Conhecendo um pouco belas histórias de amor

Florentino e Fermina

O livro de Gárcia Márquez traz uma das mais longas esperas do mundo por um amor

Fermina Daza e Florentino Ariza

O encontro e a paixão juvenil
No livro de García Márquez, "O Amor em Tempos de Cólera", no final do século XIX, na cidade portuária de Cartagena (inspirada na Colômbia natal de Márquez), Fermina Daza é uma bela jovem de família tradicional. Ela conhece Florentino Ariza, um jovem pobre, tímido e sonhador, que trabalha nos correios. Florentino apaixona-se à primeira vista e começa a enviar cartas e poesias para Fermina. Eles vivem um romance à distância, quase todo por meio de correspondência, cheio de juras e idealização.

A separação
O pai de Fermina desaprova a relação por causa da origem humilde de Florentino e envia a filha para uma longa viagem no interior. Anos depois, quando ela retorna, Florentino a encontra na rua e tenta retomar a ligação, mas Fermina, agora mais madura, diz que o que sentiam era apenas uma “ilusão juvenil”. Pouco depois, Fermina casa-se com Juvenal Urbino, um médico rico, respeitado e comprometido em combater uma epidemia de cólera na região.

A longa espera
Florentino, devastado, jura a si mesmo que esperará o tempo que for necessário para reconquistar Fermina. Ele mantém sua promessa… mas vive uma vida dupla: enquanto publicamente é discreto e dedicado ao trabalho, secretamente envolve-se com centenas de mulheres ao longo das décadas (há registros no livro de mais de 600 casos), mas nunca se casa. Profissionalmente, Florentino prospera, tornando-se diretor da companhia fluvial da cidade — sempre se preparando para o dia em que possa ter uma nova chance com Fermina.

A viúvez e a segunda chance
Mais de 50 anos depois, o marido de Fermina, Juvenal Urbino, morre ao cair de uma escada tentando pegar um papagaio fujão. No mesmo dia do funeral, Florentino aproxima-se dela e, com total serenidade, diz que esperou mais de meio século para declarar novamente seu amor.

O amor tardio
Fermina reage com espanto e indignação, mas, com o tempo, começa a se reaproximar dele — agora dois idosos compartilhando lembranças, cartas e passeios. Ao final, fazem uma viagem de barco pelo rio Magdalena. Para prolongar a estadia juntos e evitar novos passageiros, o capitão hasteia a bandeira de quarentena de cólera.
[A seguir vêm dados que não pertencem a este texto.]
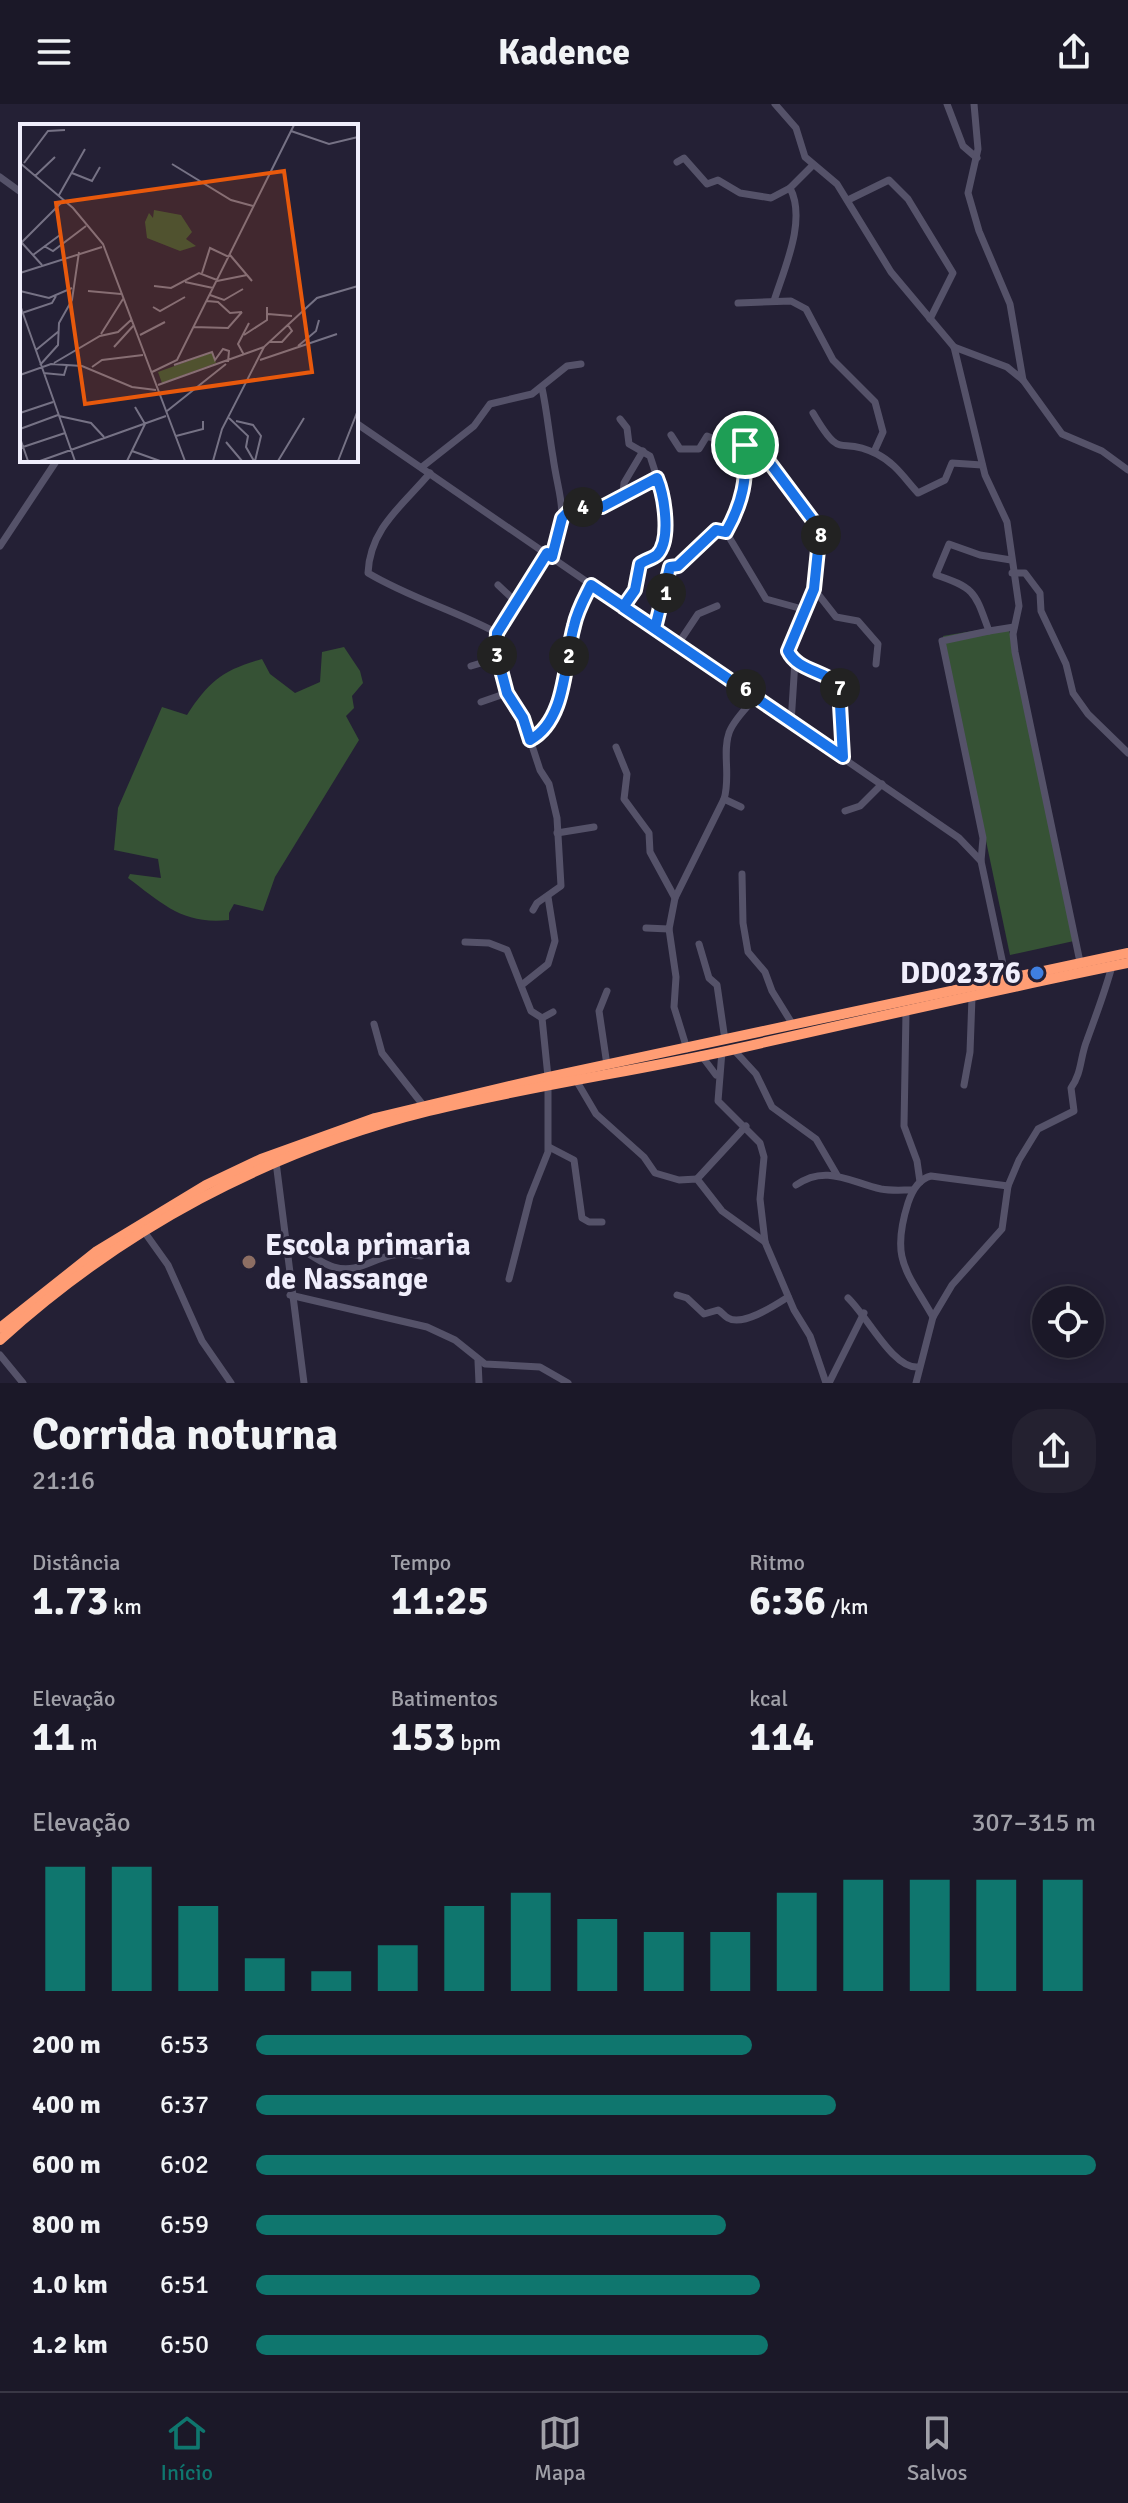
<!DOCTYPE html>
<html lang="pt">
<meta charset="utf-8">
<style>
body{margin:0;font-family:Signika,sans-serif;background:#242130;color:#f1f3f6;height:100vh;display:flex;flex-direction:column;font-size:30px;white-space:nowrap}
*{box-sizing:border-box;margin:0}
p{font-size:26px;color:#a0a0a8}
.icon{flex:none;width:44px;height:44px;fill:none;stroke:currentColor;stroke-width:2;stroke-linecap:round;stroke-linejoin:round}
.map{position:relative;height:1279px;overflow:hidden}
.side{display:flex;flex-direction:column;background:#1b1828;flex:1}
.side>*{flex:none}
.fabs{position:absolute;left:1032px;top:1182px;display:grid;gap:16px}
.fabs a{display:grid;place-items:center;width:72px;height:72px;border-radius:50%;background:#1b1828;box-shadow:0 4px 20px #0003,0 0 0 2px #393745;font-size:40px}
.pin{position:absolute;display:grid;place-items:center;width:68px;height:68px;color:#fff;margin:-34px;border:4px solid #fff;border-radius:50%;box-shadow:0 2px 8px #0007}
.km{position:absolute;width:40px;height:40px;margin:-20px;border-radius:50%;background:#222;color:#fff;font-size:22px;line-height:40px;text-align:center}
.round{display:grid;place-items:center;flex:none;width:84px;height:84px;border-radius:32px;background:#242130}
.head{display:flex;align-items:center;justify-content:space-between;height:136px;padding:0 32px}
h1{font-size:44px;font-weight:800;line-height:60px}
.figures{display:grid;grid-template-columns:repeat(3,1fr);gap:12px;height:136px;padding:8px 32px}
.figures div{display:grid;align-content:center}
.figures b{font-size:40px;font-weight:800}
.figures small{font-size:22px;font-weight:400}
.figures p{font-size:22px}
.chart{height:224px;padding:16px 32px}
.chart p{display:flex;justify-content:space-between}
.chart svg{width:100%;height:144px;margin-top:8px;stroke:#0f766e;stroke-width:6}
ul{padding:0 32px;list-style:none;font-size:26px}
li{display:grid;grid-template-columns:128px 96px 1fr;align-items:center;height:60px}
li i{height:20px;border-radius:10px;background:#0f766e}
header{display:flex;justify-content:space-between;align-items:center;height:104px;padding:0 32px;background:#1b1828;font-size:36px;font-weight:800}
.tabs{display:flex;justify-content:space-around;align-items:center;height:112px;border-top:2px solid #393745;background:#1b1828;font-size:22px;color:#a0a0a8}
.tabs a{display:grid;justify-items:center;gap:4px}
.tabs .current{color:#0f766e}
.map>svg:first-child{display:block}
</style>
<header><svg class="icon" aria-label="menu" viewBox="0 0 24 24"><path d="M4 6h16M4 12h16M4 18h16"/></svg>Kadence<svg class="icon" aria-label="share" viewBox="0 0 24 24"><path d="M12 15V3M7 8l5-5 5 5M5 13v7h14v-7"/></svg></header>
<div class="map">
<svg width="1128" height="1279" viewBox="0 0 1128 1279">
<rect width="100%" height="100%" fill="#242035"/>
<!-- green -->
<g fill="#365235">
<path d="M1008 521 1074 837 1010 851 943 532Z"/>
<path d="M344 543 360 567 363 579 352 592 354 604 346 612 359 636 275 773 263 807 234 800 229 809V816C183 821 163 800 128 774L130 770 161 774 158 755 114 746 118 704 162 603 187 611C209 577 223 566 262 555L270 570 295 589 320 578 322 548Z"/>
</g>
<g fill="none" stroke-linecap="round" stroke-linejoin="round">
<!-- minor -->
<g stroke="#555269" stroke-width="7">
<path d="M775 0 796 24 805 53 837 80 891 168 954 243 985 371 1007 418 1019 502 1013 530 1015 548 1080 858"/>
<path d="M947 0 963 42 977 54"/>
<path d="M974 0 978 45 968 89 979 127 1010 200 1023 276"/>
<path d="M677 58 684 54 707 80 718 76 740 89 771 94 790 84"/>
<path d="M0 73 22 89"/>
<path d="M848 96 889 76 908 95 953 169 930 215"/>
<path d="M774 197C784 165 807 116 790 84L812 62"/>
<path d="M738 199 791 197 806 205 833 256 875 298 883 328 874 348"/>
<path d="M954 243 1007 263 1023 276 1062 330 1102 347 1128 366"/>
<path d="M542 284C547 307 549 330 553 353 559 397 570 406 552 453"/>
<path d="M813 309C843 360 837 330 877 350 895 359 905 375 918 389L945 376 952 359 982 361"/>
<path d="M620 315 627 324 629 340 650 352C659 379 675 423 658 449L640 460 635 486 623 503"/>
<path d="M356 319 959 734 981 757 1007 879"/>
<path d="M671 331 680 345H699L707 332 720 337 738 335 745 341 755 339 820 426 814 485 788 550 810 566 837 578 843 653"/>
<path d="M422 363 474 322 490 300 532 290 567 262 581 260"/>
<path d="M430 369C403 401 370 424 368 469 410 494 454 506 497 529"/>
<path d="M623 389 624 379 643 347"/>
<path d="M563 413 574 402 602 403 657 374"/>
<path d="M726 428 743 397 745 341"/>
<path d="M0 442 57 356"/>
<path d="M1012 469H1025L1040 489 1041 507 1066 560 1073 589 1088 610 1128 649"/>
<path d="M498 481 515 497"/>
<path d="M814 485 836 513 858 517 878 540 876 560"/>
<path d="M655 524 670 463 678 462 716 426 726 428 766 495 806 506"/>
<path d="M989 527 1014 523"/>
<path d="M678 540 698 510 717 502"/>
<path d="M471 562 498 554"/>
<path d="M481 598 507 589"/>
<path d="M791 619 795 557"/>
<path d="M530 636C567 615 565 557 574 522 577 507 585 495 591 481"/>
<path d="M616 643 627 670 624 695 649 729 650 748 675 794 669 825 646 824"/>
<path d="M741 703 724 695C731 673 722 648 729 629 733 616 748 603 756 592"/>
<path d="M845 707 860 702 882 680"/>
<path d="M557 729 594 723"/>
<path d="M981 757 983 734 942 537 989 527C975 489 976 484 936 471L949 440 980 451 1011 456"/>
<path d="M742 770 743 819 748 848 765 868 772 887 793 921"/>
<path d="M675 794 724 695"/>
<path d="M533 806 537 799 561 782 557 714 549 680 540 666 523 614 507 589 496 547 497 529 547 449"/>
<path d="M669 825 676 873 674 903 687 945"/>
<path d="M465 838 489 839 507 846 531 907 542 914"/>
<path d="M699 840 709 874 717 881 725 936"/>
<path d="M523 880 548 860 555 837 548 793"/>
<path d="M607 887 599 907 607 961"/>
<path d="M906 908 904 1022 917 1057 920 1078"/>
<path d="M374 920 382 949 423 1001"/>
<path d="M733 945 756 970 772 1003 816 1035 837 1071"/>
<path d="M722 947 718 997 760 1039 764 1053 760 1095 765 1138 794 1206 810 1232 826 1279"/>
<path d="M701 951 716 971"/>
<path d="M548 973 542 914 553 908"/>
<path d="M576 976 596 1010 644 1053 655 1069 679 1076 697 1075 722 1107 765 1138"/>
<path d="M964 981 970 948 972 893"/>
<path d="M549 1043 574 1056 582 1114 589 1118H602"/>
<path d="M276 1058 304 1279"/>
<path d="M697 1075 746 1022"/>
<path d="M796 1081C826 1060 850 1078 881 1085 891 1087 902 1086 912 1086"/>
<path d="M143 1126 168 1161 202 1237 231 1279"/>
<path d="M284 1133C299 1142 317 1158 334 1163 366 1172 379 1142 421 1152"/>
<path d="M509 1175 530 1093 548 1048V982"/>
<path d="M290 1191 427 1223 455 1236 485 1260 540 1263 568 1279"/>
<path d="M677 1191 687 1194 704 1210 718 1206C722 1208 724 1212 728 1214 743 1223 777 1200 788 1193"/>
<path d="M848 1194C868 1213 893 1265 918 1263"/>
<path d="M933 1213C907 1167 890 1156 908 1099 912 1087 918 1075 931 1072L1008 1082"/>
<path d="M0 1251 23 1279"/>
<path d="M478 1257 479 1279"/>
<path d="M829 1279 864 1209"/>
<path d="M916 1279 933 1213 952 1181 1002 1125 1008 1082 1019 1056 1038 1025 1074 1007 1071 984C1082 969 1080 953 1087 936 1096 911 1105 888 1112 862"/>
</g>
<!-- highway -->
<g stroke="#ff9d74" stroke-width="10">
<path d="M0 1224 97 1147 206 1081 261 1055 375 1014 548 973 1128 849"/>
<path d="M0 1236C122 1125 268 1047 429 1007 529 982 631 968 731 946 863 916 995 886 1128 859"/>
</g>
</g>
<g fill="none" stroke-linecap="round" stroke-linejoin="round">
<defs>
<path id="route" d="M745 341C747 375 743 398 726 428L716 426 678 462 670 463 655 524 591 481C584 495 577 507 574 522 564 557 567 616 530 636L523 614 507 589 496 547 497 529 547 449 552 453 562 414 572 404 602 403 657 374C664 391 672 436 657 451 652 455 645 456 640 460L635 486 623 503 843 653 839 583C827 566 798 568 788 547L814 485 820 426 755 339 745 341"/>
</defs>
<!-- route casing -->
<use href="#route" stroke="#fff" stroke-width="16"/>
<!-- route -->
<use href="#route" stroke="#1a73e8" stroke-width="10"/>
</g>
<!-- markers -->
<circle fill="#3f7fe0" stroke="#242035" stroke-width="3" cx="1037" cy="869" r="8"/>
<circle fill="#8d6e63" stroke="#242035" stroke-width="3" cx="249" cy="1158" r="8"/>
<g text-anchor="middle" stroke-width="6" stroke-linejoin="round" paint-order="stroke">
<!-- poi labels -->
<g font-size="30" font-weight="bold" fill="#f0eefc" stroke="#242035" text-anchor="end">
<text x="1021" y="879">DD02376</text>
<text x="265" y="1151" text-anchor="start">Escola primaria<tspan x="265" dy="34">de Nassange</tspan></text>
</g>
</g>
<!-- overview -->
<g transform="translate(20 20)">
<rect width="338" height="338" fill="#242035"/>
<path d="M134 86 161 91 172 108 166 115 176 122 160 127 127 114 125 98 129 89 133 94ZM193 228 196 239 142 259 138 248Z" fill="#365235"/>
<path fill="none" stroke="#767285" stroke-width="2" d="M271 7 309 20 338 13M0 39 53 84 83 120 165 337M4 39 28 7 45 6M152 40 211 76 233 82M52 49 72 57 80 43M15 52 35 33M39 71 65 25M1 119 43 77M2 119 22 141M24 122 33 127 66 102M13 131 40 111M210 131 232 157M0 149 82 123M182 149 190 124 209 133M197 157 227 151M165 158 193 164M134 162 151 164 179 149 197 156M0 167 29 174 52 164M68 167 101 170M190 171 204 176 223 165M187 177 198 178 210 189 222 188M0 181 55 337M133 183 140 187 165 173M2 189 32 179 36 172M248 190 272 192M173 203 208 204 222 188M81 210 103 175M120 211 145 198M224 211 247 196V183M249 218H262L272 207 268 201M278 222 296 207 299 196M94 223 114 201M16 226 39 207M224 231 218 220 229 199M240 236 317 210M34 239 80 212 98 208 111 196M20 241 38 221 39 199 52 176 59 128M154 241 192 228 195 236 203 225 209 227 208 238M72 243 82 236 123 231M132 248 157 236 274 1M23 249 44 251 47 241M0 251 31 240 62 242 112 263 136 266M138 261 244 223 297 174 338 162M147 287 206 240M0 289 33 278M39 292 71 299 84 313M209 294 228 312 226 323 234 337M216 297 233 301 241 312 235 337M0 305 38 291M156 312 183 305V297M0 314 8 337M206 318 222 337M0 324 45 309M112 327 140 337M20 337 146 292M107 337 125 300 115 283M193 337 202 305 244 223M258 337 284 294M318 337 338 286"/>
<path fill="#e8590c" fill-opacity="0.15" stroke="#e8590c" stroke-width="4" d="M264 47 292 248 65 280 36 79Z"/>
<rect width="338" height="338" fill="none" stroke="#f0eefc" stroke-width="4"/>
</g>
</svg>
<div class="fabs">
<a><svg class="icon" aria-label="locate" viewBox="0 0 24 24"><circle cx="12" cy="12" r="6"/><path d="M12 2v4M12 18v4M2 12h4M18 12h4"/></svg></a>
</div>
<div class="pin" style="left:745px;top:341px;background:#1e9e55"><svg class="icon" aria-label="arrive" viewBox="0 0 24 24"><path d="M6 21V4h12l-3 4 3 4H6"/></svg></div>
<b class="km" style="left:666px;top:489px">1</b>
<b class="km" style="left:569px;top:552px">2</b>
<b class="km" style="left:497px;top:551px">3</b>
<b class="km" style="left:583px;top:403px">4</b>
<b class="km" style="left:746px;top:585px">6</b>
<b class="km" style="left:840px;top:584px">7</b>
<b class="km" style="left:821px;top:431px">8</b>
</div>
<section class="side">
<div class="head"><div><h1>Corrida noturna</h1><p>21:16</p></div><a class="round"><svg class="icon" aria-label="share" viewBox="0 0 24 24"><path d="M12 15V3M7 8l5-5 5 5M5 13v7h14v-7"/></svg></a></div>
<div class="figures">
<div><p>Distância</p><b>1.73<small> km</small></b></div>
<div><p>Tempo</p><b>11:25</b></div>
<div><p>Ritmo</p><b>6:36<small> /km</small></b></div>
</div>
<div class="figures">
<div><p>Elevação</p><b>11<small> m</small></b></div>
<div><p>Batimentos</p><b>153<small> bpm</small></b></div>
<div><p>kcal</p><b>114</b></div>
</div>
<div class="chart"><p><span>Elevação</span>307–315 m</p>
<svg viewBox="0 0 160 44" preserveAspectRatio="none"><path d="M5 44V6M15 44V6M25 44V18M35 44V34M45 44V38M55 44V30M65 44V18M75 44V14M85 44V22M95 44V26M105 44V26M115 44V14M125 44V10M135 44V10M145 44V10M155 44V10"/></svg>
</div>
<ul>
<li><b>200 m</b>6:53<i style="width:59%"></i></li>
<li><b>400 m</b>6:37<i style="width:69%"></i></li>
<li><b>600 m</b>6:02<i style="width:100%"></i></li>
<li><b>800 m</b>6:59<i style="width:56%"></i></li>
<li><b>1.0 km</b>6:51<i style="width:60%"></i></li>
<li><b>1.2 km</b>6:50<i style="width:61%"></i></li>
</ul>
</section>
<nav class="tabs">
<a class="current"><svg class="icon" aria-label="home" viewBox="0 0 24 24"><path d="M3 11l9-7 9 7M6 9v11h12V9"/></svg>Início</a>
<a><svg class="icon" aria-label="map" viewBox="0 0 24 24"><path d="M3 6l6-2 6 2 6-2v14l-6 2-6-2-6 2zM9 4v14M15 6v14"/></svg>Mapa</a>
<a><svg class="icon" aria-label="saved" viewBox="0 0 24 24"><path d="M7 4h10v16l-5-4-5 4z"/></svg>Salvos</a>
</nav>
Assim, no isolamento forçado, eles vivem plenamente o amor que fora interrompido na juventude.

Temas principais:
*O tempo como provação e como transformador do amor.
*A diferença entre paixão juvenil e amor maduro.
*A persistência (e obsessão) de Florentino.
*A presença da morte e das doenças como metáforas para a fragilidade da vida.

A história do livro foi inspirada em fatos reais...
Veja abaixo:




O romance verdadeiro:
Luisa e Gabriel (os pais de García Márquez)

O encontro proibido

O pai de Gabriel García Márquez chamava-se Gabriel Eligio García, um jovem telegrafista pobre e sedutor, que tocava violino e recitava poesia. A mãe, Luisa Santiaga Márquez, pertencia a uma família conservadora e tradicional da cidade de Barranquilla (Colômbia). Quando Gabriel Eligio se apaixonou por Luisa, o pai dela, coronel Nicolás Márquez, desaprovou totalmente — dizia que ele era mulherengo, pobre e politicamente inconveniente.

A resistência e as cartas
O coronel fez de tudo para impedir a relação: mandou a filha para outra cidade e tentou casá-la com um pretendente mais “adequado”. Gabriel Eligio, no entanto, não desistiu. Enviava telegramas, cartas e serenatas. Mandava recados por amigos. Tocava violino debaixo da janela dela. O pai de Luisa chegou a ameaçá-lo com violência, mas ele continuou insistindo.

O casamento após a oposição
Depois de muita persistência, e com a ajuda de cúmplices — incluindo irmãs de Luisa que simpatizavam com o pretendente —, o amor venceu. Eles se casaram, contrariando a vontade inicial da família. Segundo García Márquez, o romance dos pais foi “uma novela completa, com todos os ingredientes de paixão, intriga e persistência”.

Ligação com o romance
Essa saga inspirou diretamente o núcleo de O Amor nos Tempos do Cólera:
*A oposição familiar.
*A paixão nutrida por cartas e gestos românticos.
*A figura de um homem que se recusa a desistir, mesmo diante de décadas de espera.

No entanto, na ficção, Márquez prolongou a espera para mais de 50 anos e acrescentou camadas de reflexão sobre a velhice e o amor tardio.